Please tell us a little about yourself and your work.
I came to fiction through an unconventional path, with decades as a healthcare executive culminating in a leadership role at Amazon Business, where I developed innovative, globally recognized healthcare solutions. In semi-retirement, I turned that lens toward storytelling, writing techno-conspiracy thrillers rooted in how institutions function under pressure.
My Maxx King trilogy—Thunderbird Rising, Masters of War, and Falling Angels—is an alternate-history espionage series built around alien technology and geopolitical tensions. My latest novel, The Terminal Gene, follows geneticist Dr. Emily Harper as she uncovers a biological sequence that predicts the precise moment of death, drawing the attention of actors willing to control or suppress it. A sequel to The Terminal Gene is in development, alongside a fourth Maxx King novel that expands the geopolitical scope of the series.
Why did you choose to write science fiction and fantasy?

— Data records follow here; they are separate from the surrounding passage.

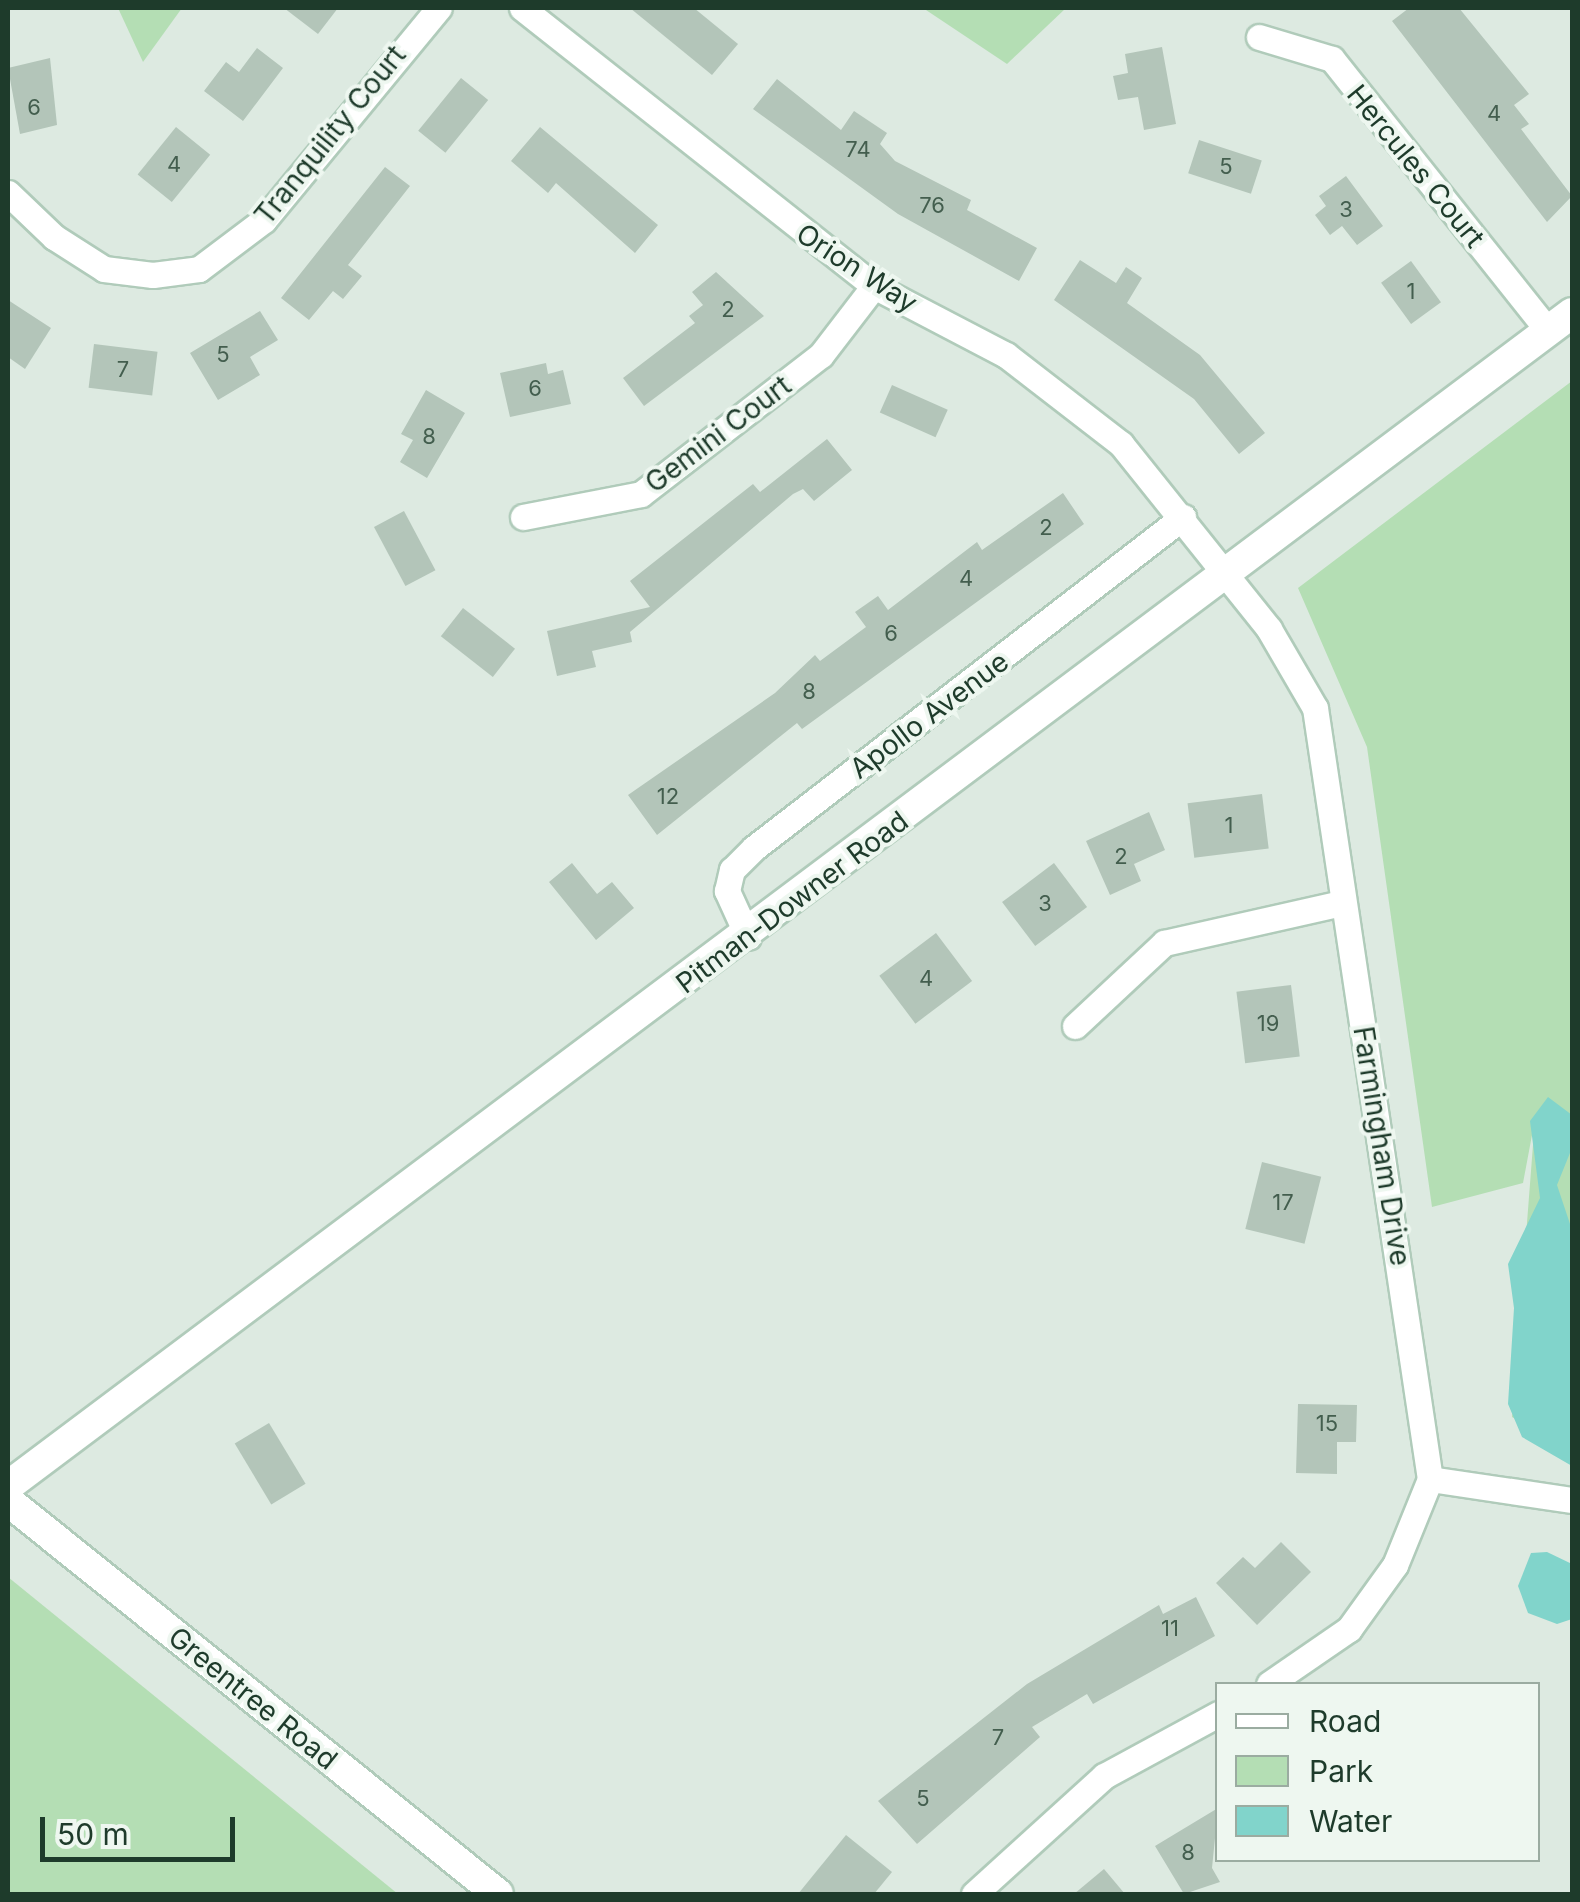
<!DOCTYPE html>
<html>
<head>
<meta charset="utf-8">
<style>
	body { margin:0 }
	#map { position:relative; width:1580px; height:1902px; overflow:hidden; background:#ddeae1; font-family:Inter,sans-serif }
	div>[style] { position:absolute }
	.green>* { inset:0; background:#b4deb4 }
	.water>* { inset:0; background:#81d4cb }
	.building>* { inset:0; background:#b3c5b9; transform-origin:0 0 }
	.roads { filter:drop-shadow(2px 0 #b0cbba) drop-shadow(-2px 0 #b0cbba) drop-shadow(0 2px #b0cbba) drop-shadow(0 -2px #b0cbba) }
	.street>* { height:25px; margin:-12.5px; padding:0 12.5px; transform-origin:12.5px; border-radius:12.5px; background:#fff }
	.secondary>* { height:30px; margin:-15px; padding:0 15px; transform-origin:15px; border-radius:15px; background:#fff }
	span { translate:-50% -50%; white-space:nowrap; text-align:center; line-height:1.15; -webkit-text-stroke:8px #eef7f0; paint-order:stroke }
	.number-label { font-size:22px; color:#435e4e }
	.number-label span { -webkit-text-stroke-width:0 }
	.street-label { font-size:28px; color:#1e3b2b }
	.frame { position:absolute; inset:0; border:10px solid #1e3b2b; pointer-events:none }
	.legend { position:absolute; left:1215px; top:1682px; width:325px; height:180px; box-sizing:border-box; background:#eef7f0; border:2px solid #9baca1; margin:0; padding:12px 18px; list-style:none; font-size:30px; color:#1e3b2b }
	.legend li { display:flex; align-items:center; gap:20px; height:50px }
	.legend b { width:50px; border:2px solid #9baca1 }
	.scale { position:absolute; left:40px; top:1817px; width:195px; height:45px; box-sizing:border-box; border:5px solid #1e3b2b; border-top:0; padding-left:12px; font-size:30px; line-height:35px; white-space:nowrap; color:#1e3b2b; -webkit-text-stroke:8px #eef7f0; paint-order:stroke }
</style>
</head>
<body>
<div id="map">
	<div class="green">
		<i style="clip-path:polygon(118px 8px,182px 8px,143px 62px)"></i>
		<i style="clip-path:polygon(923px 8px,1066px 8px,1007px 64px)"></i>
		<i style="clip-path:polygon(1572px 381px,1572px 1450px,1512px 1417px,1535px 1119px,1523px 1183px,1432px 1207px,1367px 747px,1298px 588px)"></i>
		<i style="clip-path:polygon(8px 1577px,398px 1894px,8px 1894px)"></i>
	</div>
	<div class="water">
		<i style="clip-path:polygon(1548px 1097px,1572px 1115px,1572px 1148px,1557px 1185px,1572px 1230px,1572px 1466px,1522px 1437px,1508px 1404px,1514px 1308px,1508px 1264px,1540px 1198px,1530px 1121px)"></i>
		<i style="clip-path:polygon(1547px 1552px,1572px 1564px,1572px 1619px,1557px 1624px,1528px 1613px,1518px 1586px,1531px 1553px)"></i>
	</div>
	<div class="building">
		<i style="clip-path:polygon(284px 8px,338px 8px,318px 34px)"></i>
		<i style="clip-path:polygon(630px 8px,694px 8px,738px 44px,712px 75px)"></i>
		<i style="clip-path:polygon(1409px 8px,1459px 8px,1529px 94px,1514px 105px,1529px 124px,1521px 129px,1572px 196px,1547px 222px,1392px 21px)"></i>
		<i style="clip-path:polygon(1162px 47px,1176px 124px,1144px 130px,1138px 97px,1118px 100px,1113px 76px,1128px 73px,1125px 54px)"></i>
		<i style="clip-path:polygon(257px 48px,283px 68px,243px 121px,204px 91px,226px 62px,239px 72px)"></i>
		<i style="clip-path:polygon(50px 58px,57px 125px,20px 134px,8px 68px)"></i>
		<i style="left:461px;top:78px;width:35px;height:68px;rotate:39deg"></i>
		<i style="clip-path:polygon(777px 79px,841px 130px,854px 111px,887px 133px,880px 144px,895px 161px,971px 200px,967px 210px,1037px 248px,1019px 281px,898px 214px,753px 109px)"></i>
		<i style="left:176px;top:127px;width:44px;height:61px;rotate:39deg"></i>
		<i style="clip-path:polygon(540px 127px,658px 225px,635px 253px,556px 183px,548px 193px,511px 161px)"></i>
		<i style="left:1199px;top:140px;width:66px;height:35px;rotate:18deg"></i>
		<i style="clip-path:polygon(385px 167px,410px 186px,348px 265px,362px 276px,343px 299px,333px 291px,309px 320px,281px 298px)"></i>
		<i style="clip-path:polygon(1346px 176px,1383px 226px,1357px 245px,1342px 226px,1330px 235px,1315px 215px,1326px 206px,1319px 196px)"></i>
		<i style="clip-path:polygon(1080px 260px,1116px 283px,1126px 267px,1142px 278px,1127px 303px,1200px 355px,1265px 433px,1239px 454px,1194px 399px,1054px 300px)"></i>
		<i style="left:1411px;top:261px;width:51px;height:37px;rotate:54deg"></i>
		<i style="clip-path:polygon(716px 272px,764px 316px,644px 406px,623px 378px,695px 323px,689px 316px,703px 305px,692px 292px)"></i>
		<i style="clip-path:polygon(8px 300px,51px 328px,25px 369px,8px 357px)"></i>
		<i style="clip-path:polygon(260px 311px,278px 340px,250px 357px,260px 375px,218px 400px,190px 353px)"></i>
		<i style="left:94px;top:344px;width:64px;height:44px;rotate:7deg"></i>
		<i style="clip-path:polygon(546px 363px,548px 374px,563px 370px,571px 404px,510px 417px,500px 373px)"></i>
		<i style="left:892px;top:385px;width:61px;height:30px;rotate:24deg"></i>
		<i style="clip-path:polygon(426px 390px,465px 413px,427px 478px,400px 462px,413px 440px,401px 434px)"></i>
		<i style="clip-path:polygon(827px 439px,852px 470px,814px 501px,803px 489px,793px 494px,630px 632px,632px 642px,592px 651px,596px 667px,557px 676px,547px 631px,650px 607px,630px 581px,753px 484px,760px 492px)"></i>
		<i style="clip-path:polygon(1063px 493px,1084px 524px,802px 729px,797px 723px,657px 835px,628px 795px,775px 693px,815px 655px,820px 661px,866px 627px,855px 612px,878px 596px,888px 610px,977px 542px,982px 550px)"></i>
		<i style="left:404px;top:511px;width:67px;height:34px;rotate:62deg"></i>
		<i style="left:463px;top:608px;width:66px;height:36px;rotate:38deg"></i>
		<i style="left:1262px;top:794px;width:55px;height:75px;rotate:83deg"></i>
		<i style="clip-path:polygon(1149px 812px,1165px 850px,1134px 864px,1141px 881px,1110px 895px,1086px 841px)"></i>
		<i style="clip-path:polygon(572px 863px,597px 894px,612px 882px,634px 908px,596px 940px,549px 882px)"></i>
		<i style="left:1054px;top:863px;width:55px;height:65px;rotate:53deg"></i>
		<i style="left:936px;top:933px;width:60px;height:71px;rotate:53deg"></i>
		<i style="left:1291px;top:985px;width:72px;height:55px;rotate:83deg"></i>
		<i style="left:1262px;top:1162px;width:61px;height:69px;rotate:14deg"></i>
		<i style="clip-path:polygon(1298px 1404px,1357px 1405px,1356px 1442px,1337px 1442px,1337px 1474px,1296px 1473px)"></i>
		<i style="left:269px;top:1423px;width:71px;height:40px;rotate:59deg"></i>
		<i style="clip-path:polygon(1281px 1542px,1311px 1572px,1257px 1625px,1216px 1583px,1243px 1557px,1255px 1568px)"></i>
		<i style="clip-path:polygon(1196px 1597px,1215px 1636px,1093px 1704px,1087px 1694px,1032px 1727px,1040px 1737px,917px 1844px,878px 1801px,1027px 1684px,1159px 1605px,1163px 1614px)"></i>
		<i style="clip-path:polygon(1218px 1808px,1212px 1868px,1220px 1882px,1184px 1894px,1155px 1846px)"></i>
		<i style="clip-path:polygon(846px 1835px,892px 1872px,874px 1894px,798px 1894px)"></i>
		<i style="clip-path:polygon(1104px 1869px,1125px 1894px,1074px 1894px)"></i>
	</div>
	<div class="roads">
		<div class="street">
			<i style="left:522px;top:8px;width:449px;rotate:38.3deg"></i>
			<i style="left:874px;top:286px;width:149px;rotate:27.6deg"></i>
			<i style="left:1006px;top:355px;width:145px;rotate:37.7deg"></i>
			<i style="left:1121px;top:444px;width:237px;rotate:51.3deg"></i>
			<i style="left:1269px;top:629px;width:91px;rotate:59.8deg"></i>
			<i style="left:1315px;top:708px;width:780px;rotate:81.52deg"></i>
			<i style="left:1430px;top:1479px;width:93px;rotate:112.1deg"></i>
			<i style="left:1395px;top:1565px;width:79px;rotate:125.7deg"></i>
			<i style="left:1349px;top:1629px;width:97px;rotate:145.5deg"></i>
			<i style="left:1259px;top:37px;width:76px;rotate:16.8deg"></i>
			<i style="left:1332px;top:59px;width:347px;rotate:51.5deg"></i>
			<i style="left:8px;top:193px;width:64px;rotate:43.7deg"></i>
			<i style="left:54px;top:237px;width:59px;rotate:32.6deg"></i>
			<i style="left:104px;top:269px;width:49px;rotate:7deg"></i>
			<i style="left:153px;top:275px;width:46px;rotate:-7.4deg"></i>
			<i style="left:199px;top:269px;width:81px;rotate:-37deg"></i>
			<i style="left:264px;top:220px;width:275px;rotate:-50.5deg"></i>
			<i style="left:523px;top:517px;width:120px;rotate:-11deg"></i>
			<i style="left:641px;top:494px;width:227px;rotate:-37.7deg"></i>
			<i style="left:821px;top:355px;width:87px;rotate:-52.5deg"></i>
			<i style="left:748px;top:937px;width:51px;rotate:-114.5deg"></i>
			<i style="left:727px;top:891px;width:22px;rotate:-77deg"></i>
			<i style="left:732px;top:870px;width:31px;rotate:-45deg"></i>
			<i style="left:754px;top:848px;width:542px;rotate:-37.65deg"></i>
			<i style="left:1075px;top:1026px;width:122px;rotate:-43deg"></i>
			<i style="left:1164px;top:943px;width:182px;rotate:-12.7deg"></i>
			<i style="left:1430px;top:1479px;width:144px;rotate:8.4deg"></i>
			<i style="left:974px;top:1894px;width:176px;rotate:-42.2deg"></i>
			<i style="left:1104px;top:1776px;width:130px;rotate:-28.5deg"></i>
		</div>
		<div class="secondary">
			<i style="left:8px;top:1486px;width:1955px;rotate:-36.87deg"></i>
			<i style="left:8px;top:1501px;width:628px;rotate:38.73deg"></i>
		</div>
	</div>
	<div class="number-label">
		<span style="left:34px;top:108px">6</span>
		<span style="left:1494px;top:114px">4</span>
		<span style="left:858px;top:150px">74</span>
		<span style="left:174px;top:165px">4</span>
		<span style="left:1226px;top:167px">5</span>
		<span style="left:932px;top:206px">76</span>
		<span style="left:1346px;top:210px">3</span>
		<span style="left:1411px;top:292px">1</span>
		<span style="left:728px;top:310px">2</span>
		<span style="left:223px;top:355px">5</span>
		<span style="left:123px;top:370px">7</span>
		<span style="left:535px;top:389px">6</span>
		<span style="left:429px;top:437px">8</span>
		<span style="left:1046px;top:528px">2</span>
		<span style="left:966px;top:579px">4</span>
		<span style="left:891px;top:634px">6</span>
		<span style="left:809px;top:692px">8</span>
		<span style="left:668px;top:797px">12</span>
		<span style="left:1229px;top:826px">1</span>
		<span style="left:1121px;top:857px">2</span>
		<span style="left:1045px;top:904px">3</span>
		<span style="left:926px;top:979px">4</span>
		<span style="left:1268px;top:1024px">19</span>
		<span style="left:1283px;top:1203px">17</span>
		<span style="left:1327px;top:1424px">15</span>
		<span style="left:1170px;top:1629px">11</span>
		<span style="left:998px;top:1738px">7</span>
		<span style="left:923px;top:1799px">5</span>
		<span style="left:1188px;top:1853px">8</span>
	</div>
	<div class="street-label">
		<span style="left:330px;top:135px;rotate:-51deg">Tranquility Court</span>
		<span style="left:1416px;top:166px;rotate:51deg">Hercules Court</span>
		<span style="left:857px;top:268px;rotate:33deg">Orion Way</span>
		<span style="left:718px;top:434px;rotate:-37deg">Gemini Court</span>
		<span style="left:929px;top:715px;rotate:-37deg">Apollo Avenue</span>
		<span style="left:792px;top:902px;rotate:-37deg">Pitman-Downer Road</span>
		<span style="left:1382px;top:1146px;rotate:81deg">Farmingham Drive</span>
		<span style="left:253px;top:1698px;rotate:39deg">Greentree Road</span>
	</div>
	<div class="frame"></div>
	<ul class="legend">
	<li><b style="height:12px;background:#fff"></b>Road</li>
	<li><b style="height:28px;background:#b4deb4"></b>Park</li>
	<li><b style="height:28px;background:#81d4cb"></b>Water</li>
	</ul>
	<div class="scale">50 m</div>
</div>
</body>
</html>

I didn’t set out to write science fiction. I was drawn to techno-conspiracy thrillers as a way to examine real-world technological advances—AI, surveillance, genetic data, corporate power—through narrative. The questions that interest me most sit just beyond current capability.
The Terminal Gene begins with a simple premise: What if the moment of death could be predictedor engineered? That idea requires a speculative scientific framework, but the stakes are grounded in recognizable systems and technology. The speculative element is not decorative; it creates pressure on characters and exposes ethical fault lines that are harder to isolate in strictly realistic fiction.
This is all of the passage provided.